Tratava-se de uma importação direta do termo francês avion, que, curiosamente, tinha surgido antes que existissem aviões – ou pelo menos aviões que de fato levantassem voo e se sustentassem no ar. Atribui-se a criação do neologismo ao inventor francês Clément Ader, que em 1875 conseguiu patentear um aparelho ao qual deu esse nome. Só 31 anos depois Santos Dumont faria decolar o 14-bis.
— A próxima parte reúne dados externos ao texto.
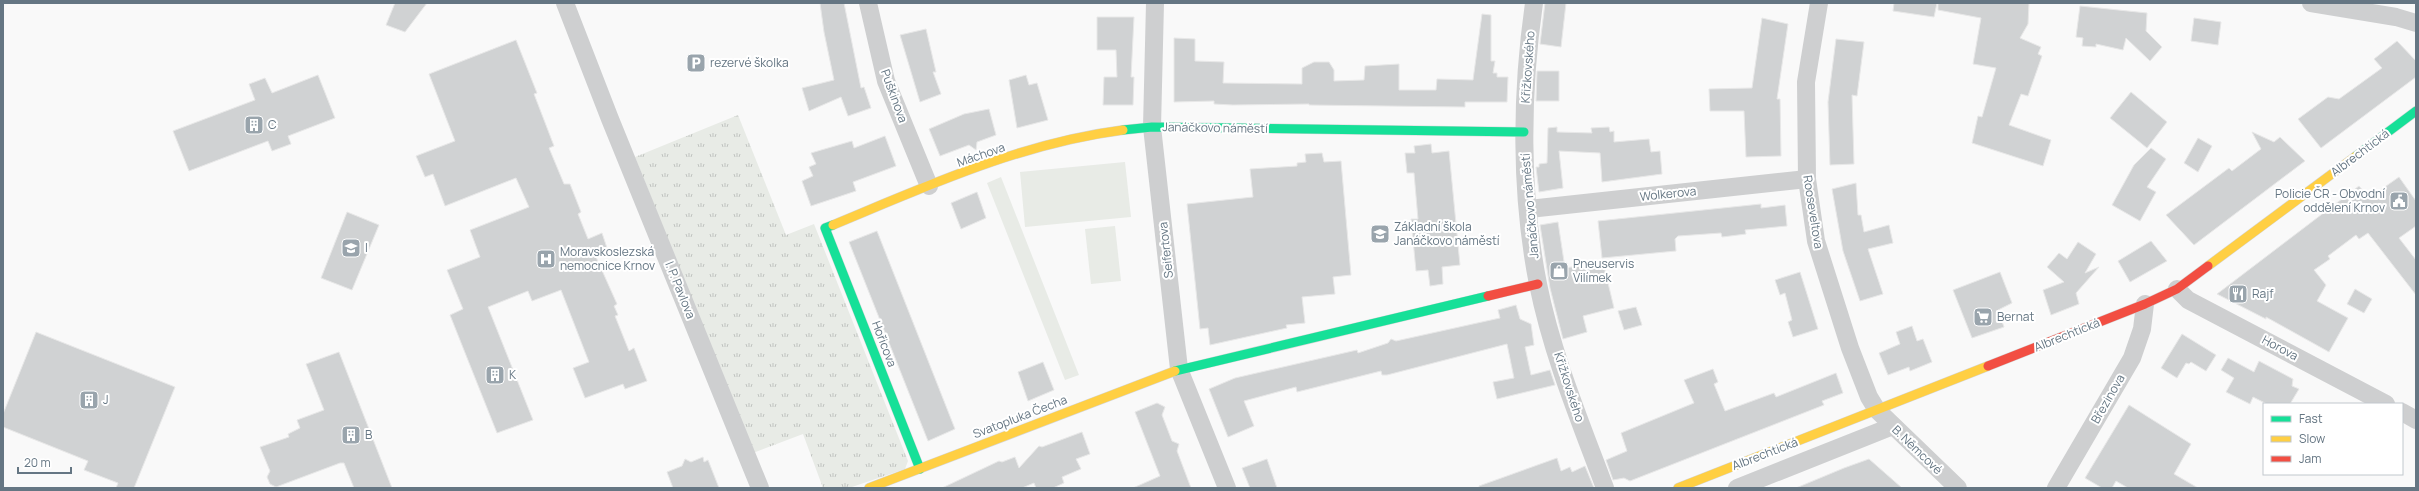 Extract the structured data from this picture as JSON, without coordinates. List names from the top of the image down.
{
  "streets": {
    "street": [
      "Křižkovského",
      "Puškinova",
      "Janáčkovo náměstí",
      "Albrechtická",
      "Máchova",
      "Wolkerova",
      "Rooseveltova",
      "Seifertova",
      "I. P. Pavlova",
      "Hořicova",
      "Horova",
      "Březinova",
      "Svatopluka Čecha",
      "B. Němcové"
    ]
  },
  "crossings": [
    ["Křižkovského", "Janáčkovo náměstí"],
    ["Puškinova", "Máchova"],
    ["Janáčkovo náměstí", "Máchova"],
    ["Janáčkovo náměstí", "Wolkerova"],
    ["Janáčkovo náměstí", "Seifertova"],
    ["Albrechtická", "Rooseveltova"],
    ["Albrechtická", "Horova"],
    ["Albrechtická", "Březinova"],
    ["Albrechtická", "B. Němcové"],
    ["Máchova", "Seifertova"],
    ["Máchova", "Hořicova"],
    ["Wolkerova", "Rooseveltova"],
    ["Rooseveltova", "B. Němcové"],
    ["Seifertova", "Svatopluka Čecha"],
    ["Hořicova", "Svatopluka Čecha"]
  ],
  "places": {
    "parking": ["rezervé školka"],
    "building": [
      "C",
      "K",
      "J",
      "B"
    ],
    "public building": ["Policie ČR - Obvodní oddělení Krnov"],
    "school or university": ["Základní škola Janáčkovo náměstí", "I"],
    "hospital": ["Moravskoslezská nemocnice Krnov"],
    "shop": ["Pneuservis Vilímek"],
    "restaurant": ["Rajf"],
    "supermarket": ["Bernat"]
  },
  "legend": ["Fast", "Slow", "Jam"],
  "scale_bar": "20 m"
}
Como os aviões construídos por Ader (entre eles o da foto acima) não tiveram o êxito que o futuro reservava à criação de Santos Dumont, restou-lhe o mérito de nomear a novidade. Estudioso do voo dos pássaros, Ader fez isso juntando ao substantivo latino avis (“ave”) o sufixo on, que em francês é mais empregado como formador de diminutivos, mas que também aparece com valor aumentativo em determinados vocábulos por influência do italiano, segundo o Trésor de la Langue Française. Dado o tamanho do aparelho em questão, é seguro supor que a intenção de Ader fosse enfatizar as amplas dimensões daquela nova espécie de “ave”.
Publicado em 4/12/2012.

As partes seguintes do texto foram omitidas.